Bei der Jazzahead! in Bremen geben verschiedene Konzertreihen Orientierung im umfangreichen Programm. Neben der "German Jazz Expo" und dem "European Jazz Meeting", deren Namen ja bereits eine Richtung vorgeben, findet am Samstag die "Overseas Night" statt, auf der in diesem Jahr die US-amerikanische Szene wieder prominent vertreten ist. Zum Beispiel durch den Pianisten Justin Kauflin und die Sängerin Jazzmeia Horn. 

"Overseas Night"
u.a.
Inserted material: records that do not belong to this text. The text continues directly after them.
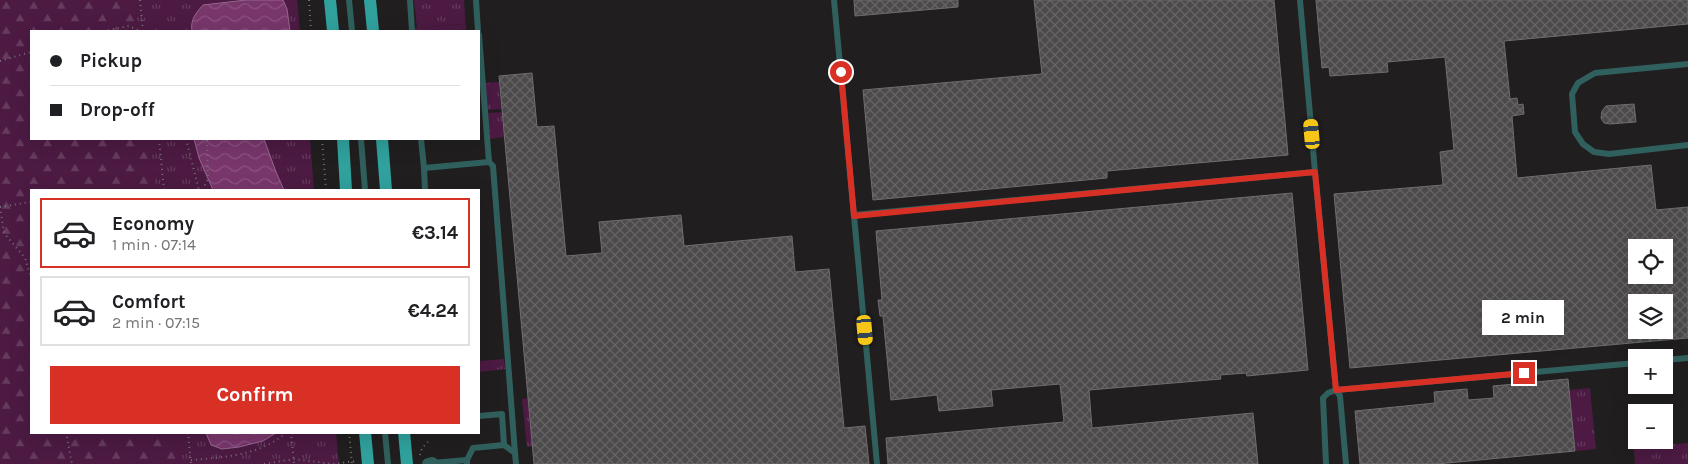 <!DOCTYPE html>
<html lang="en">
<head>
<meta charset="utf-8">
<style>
	body { margin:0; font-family:Karla,sans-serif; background:#f6f6f6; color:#202124; height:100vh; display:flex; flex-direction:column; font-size:19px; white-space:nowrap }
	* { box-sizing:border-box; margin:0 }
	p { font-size:16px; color:#757577 }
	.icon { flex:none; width:28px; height:28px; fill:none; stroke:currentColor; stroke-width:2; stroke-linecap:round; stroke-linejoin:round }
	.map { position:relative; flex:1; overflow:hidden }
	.drawer { position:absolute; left:30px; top:189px; width:450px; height:245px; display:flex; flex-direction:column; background:#fff; border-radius:0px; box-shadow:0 5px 20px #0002 }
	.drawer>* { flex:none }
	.hud { position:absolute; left:30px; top:30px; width:450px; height:110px; border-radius:0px; box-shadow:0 5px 20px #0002; display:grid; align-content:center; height:110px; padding:0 20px; background:#fff }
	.fabs { position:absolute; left:1628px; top:239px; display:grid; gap:10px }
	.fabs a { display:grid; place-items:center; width:45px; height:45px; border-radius:0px; background:#fff; box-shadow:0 5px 20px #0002; font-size:25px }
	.end { position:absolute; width:22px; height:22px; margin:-11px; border:6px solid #d93025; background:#fff; box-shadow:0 0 0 2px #fff }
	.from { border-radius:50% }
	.bubble { position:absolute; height:35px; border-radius:0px; background:#fff; box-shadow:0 5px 20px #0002; font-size:16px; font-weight:700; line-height:35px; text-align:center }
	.car { position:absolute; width:15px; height:30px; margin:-15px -8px; border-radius:6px; box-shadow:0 0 4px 1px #0007; background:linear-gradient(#f5c518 24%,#345 0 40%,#f5c518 0 76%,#345 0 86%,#f5c518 0) }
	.hud b { display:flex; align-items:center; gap:18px; height:48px; font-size:19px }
	.hud b+b { border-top:1px solid #e0e0e0 }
	.hud i { width:12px; height:12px; background:#202124 }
	ul { padding:9px 0 0; list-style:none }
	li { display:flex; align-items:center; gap:15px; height:70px; margin:0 10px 8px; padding:0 10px; border:2px solid #e0e0e0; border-radius:0px }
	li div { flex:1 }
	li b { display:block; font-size:19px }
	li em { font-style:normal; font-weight:700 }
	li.selected { border-color:#d93025 }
	li>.icon { width:45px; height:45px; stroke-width:1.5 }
	.action { display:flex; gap:10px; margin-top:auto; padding:10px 20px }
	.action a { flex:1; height:58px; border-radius:0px; background:#d93025; color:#fff; font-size:20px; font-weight:700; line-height:58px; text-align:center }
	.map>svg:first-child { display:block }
</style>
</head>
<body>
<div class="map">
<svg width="1688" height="464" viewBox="0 0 1688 464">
	<defs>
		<pattern id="grass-tufts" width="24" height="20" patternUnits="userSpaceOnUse" patternTransform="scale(1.25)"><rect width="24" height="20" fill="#4c1a43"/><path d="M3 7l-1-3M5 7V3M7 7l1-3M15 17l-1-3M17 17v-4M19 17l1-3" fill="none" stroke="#653b5e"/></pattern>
		<pattern id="forest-firs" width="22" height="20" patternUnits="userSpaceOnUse" patternTransform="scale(1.25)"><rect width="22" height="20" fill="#4c1a43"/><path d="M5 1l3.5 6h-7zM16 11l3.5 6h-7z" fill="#653b5e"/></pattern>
		<pattern id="water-waves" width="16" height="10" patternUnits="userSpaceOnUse" patternTransform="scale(1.25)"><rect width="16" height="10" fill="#78366b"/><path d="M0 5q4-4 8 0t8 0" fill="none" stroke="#8b5280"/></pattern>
		<pattern id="building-cross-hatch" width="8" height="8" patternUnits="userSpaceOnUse" patternTransform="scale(1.25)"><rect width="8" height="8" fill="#4d4a4c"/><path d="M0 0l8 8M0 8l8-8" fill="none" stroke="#666465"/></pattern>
	</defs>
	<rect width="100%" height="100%" fill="#201e1f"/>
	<!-- grass -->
	<g fill="url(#grass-tufts)">
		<polygon points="0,0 297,0 300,31 31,31 31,139 310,139 314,190 31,190 31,432 336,433 339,464 0,464"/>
		<polygon points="414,0 464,0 466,31 463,31 462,24 420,28 420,31 415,31 415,28 417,28"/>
		<polygon points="499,82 501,109 487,110 485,83"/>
		<polygon points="502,112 504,137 490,139 488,113"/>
		<polygon points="504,359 505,369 479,372 479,361"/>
		<polygon points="1590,388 1596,449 1575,451 1569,390"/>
		<polygon points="528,398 532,446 527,447 522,399"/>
		<polygon points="1688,443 1688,464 1635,464 1634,448"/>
	</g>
	<!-- forest -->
	<polygon fill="url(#forest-firs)" points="0,0 132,0 136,31 31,31 31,139 150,139 156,190 31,190 31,432 179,433 181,464 0,464"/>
	<!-- garden -->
	<polygon fill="#4c1a43" points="462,24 463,31 420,31 420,28"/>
	<!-- water -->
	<g fill="url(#water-waves)" stroke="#95678c">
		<path d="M246,0H283L287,9L290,31H192C190,20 196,13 203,5Z"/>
		<polygon points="194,139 264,139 276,172 284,190 213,190 199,158"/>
		<polygon points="206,433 276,433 263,441 239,447 222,449 211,445"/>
	</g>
	<!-- building -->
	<g fill="url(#building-cross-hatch)" stroke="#706d70" fill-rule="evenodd">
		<polygon points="854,0 958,0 958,7 855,16"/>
		<polygon points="1034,0 1274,0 1288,155 1107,171 1107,178 873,200 863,90 1042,74"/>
		<path d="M1316,0H1688V24L1504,41L1510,99L1517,98L1518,105L1523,104L1524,114L1512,116L1517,178L1651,165L1656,210L1688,207V338L1350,368L1334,194L1443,185L1440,152L1454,150L1445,57L1387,62L1388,72L1330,76L1329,67L1322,68ZM1636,248H1664V275H1636ZM1636,302H1664V330H1636Z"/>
		<polygon points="532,73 537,127 554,126 566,256 602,253 599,222 681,215 684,246 792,236 795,272 829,269 844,428 865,426 869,464 534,464 499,76"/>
		<polygon points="1634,104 1636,122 1610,124 1604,123 1601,118 1602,111 1606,106"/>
		<polygon points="1292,193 1308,370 1247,376 1246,373 1220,375 1221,379 1089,390 1092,428 1253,413 1258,464 888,464 886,438 1064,422 1060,384 991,390 993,406 939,411 937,395 891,400 883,316 880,316 878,300 882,300 876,231"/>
		<polygon points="1568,379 1575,451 1437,464 1360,464 1355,411 1435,403 1434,392 1467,389 1468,400 1494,398 1493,386"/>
	</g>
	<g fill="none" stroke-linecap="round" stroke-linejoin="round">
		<!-- path -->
		<g stroke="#737273" stroke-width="2" stroke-dasharray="1 4" stroke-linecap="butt">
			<polyline points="140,0 143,31"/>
			<polyline points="309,0 311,31"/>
			<polyline points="103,31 129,26 140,31"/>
			<polyline points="0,61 31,52"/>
			<polyline points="159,139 164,190"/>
			<polyline points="186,139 199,190"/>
			<polyline points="322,139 326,190"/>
			<polyline points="88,190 92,190"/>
			<polyline points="203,190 208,178 207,139"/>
			<polyline points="0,207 4,233 25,258 31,278"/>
			<polyline points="0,207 31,202"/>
			<polyline points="66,432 72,464"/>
			<polyline points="188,432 191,464"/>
			<polyline points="291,432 294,464"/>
			<polyline points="349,432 352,464"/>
			<polyline points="420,455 422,448 428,442"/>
			<path d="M191,460C224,457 260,456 287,432"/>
			<polyline points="264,464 294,459 333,464 356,461"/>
		</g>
		<!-- lane -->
		<g stroke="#30605d" stroke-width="6">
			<polyline points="349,0 352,31"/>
			<polyline points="410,0 412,31"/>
			<polyline points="476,0 478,31"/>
			<polyline points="834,0 877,464"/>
			<polyline points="1300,0 1315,172"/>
			<polyline points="479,35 489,162"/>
			<polyline points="1688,64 1595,73 1578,83 1572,94 1575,132 1583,144 1594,152 1609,154 1688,145"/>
			<polyline points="361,139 365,190"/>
			<polyline points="421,139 424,168"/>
			<polyline points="425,190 424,168 489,162 493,166 515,453"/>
			<polyline points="854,215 1315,172 1336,390 1340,396 1346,464"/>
			<polyline points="1664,360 1688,358"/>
			<polyline points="479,416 502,414 504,445"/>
			<polyline points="385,432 388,464"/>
			<polyline points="432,463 467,460"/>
			<polyline points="467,464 467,460 473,448 504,445 515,453 516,464"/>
			<polyline points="1326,464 1323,398 1328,393 1336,390 1636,363"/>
		</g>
		<!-- street -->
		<polyline stroke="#30605d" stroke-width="12" points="428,464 432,463"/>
		<!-- primary -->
		<g stroke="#30a19d" stroke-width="12">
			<polyline points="330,0 333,31"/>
			<polyline points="370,0 373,31"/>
			<polyline points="343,139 346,190"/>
			<polyline points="382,139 386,190"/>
			<polyline points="365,432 368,464"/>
			<polyline points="404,432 407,464"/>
		</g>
	</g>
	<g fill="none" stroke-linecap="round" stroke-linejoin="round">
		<!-- route -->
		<polyline stroke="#d93025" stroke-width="6" points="841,72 854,216 1315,172 1336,390 1524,373"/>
	</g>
</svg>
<div class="fabs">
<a><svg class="icon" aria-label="locate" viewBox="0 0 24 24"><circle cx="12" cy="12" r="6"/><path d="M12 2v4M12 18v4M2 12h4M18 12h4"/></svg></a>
<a><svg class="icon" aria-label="layers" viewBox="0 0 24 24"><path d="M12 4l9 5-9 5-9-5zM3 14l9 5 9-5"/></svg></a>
<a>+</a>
<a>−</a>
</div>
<i class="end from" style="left:841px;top:72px"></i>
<i class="end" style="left:1524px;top:373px"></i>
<div class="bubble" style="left:1482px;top:300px;width:82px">2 min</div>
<i class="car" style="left:1312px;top:134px;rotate:355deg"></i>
<i class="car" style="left:865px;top:330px;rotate:175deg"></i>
<div class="hud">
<b><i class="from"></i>Pickup</b>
<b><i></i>Drop-off</b>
</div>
<section class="drawer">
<ul>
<li class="selected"><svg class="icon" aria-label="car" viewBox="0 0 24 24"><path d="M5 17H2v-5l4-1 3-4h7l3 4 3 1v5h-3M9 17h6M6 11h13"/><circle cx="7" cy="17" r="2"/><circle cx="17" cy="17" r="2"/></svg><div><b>Economy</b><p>1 min · 07:14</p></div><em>€3.14</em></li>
<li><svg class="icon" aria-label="car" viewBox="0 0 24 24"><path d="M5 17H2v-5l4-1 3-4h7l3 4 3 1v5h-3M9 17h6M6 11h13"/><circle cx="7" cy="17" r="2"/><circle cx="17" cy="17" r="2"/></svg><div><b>Comfort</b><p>2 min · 07:15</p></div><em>€4.24</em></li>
</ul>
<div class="action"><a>Confirm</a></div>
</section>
</div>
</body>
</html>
Justin Kauflin Trio
Jazzmeia Horn Quartet
Gregory Privat Trio 

In Aufzeichnungen: Höhepunkte von der German Jazz Expo

u.a. Daniel Erdmann
Jasper van't Hof
Markus Stockhausen 

Moderation: Andreas Müller und Matthias Wegner

Montag, 23. April  / In Concert, 20:03 Uhr 
Gala-Konzert Jazzahead!: Anna Maria Jopek & Leszek Możdżer

Anna Maria Jopek & Leszek Możdżer (Mikolaj Rutkowski)Anna Maria Jopek & Leszek Możdżer (Mikolaj Rutkowski)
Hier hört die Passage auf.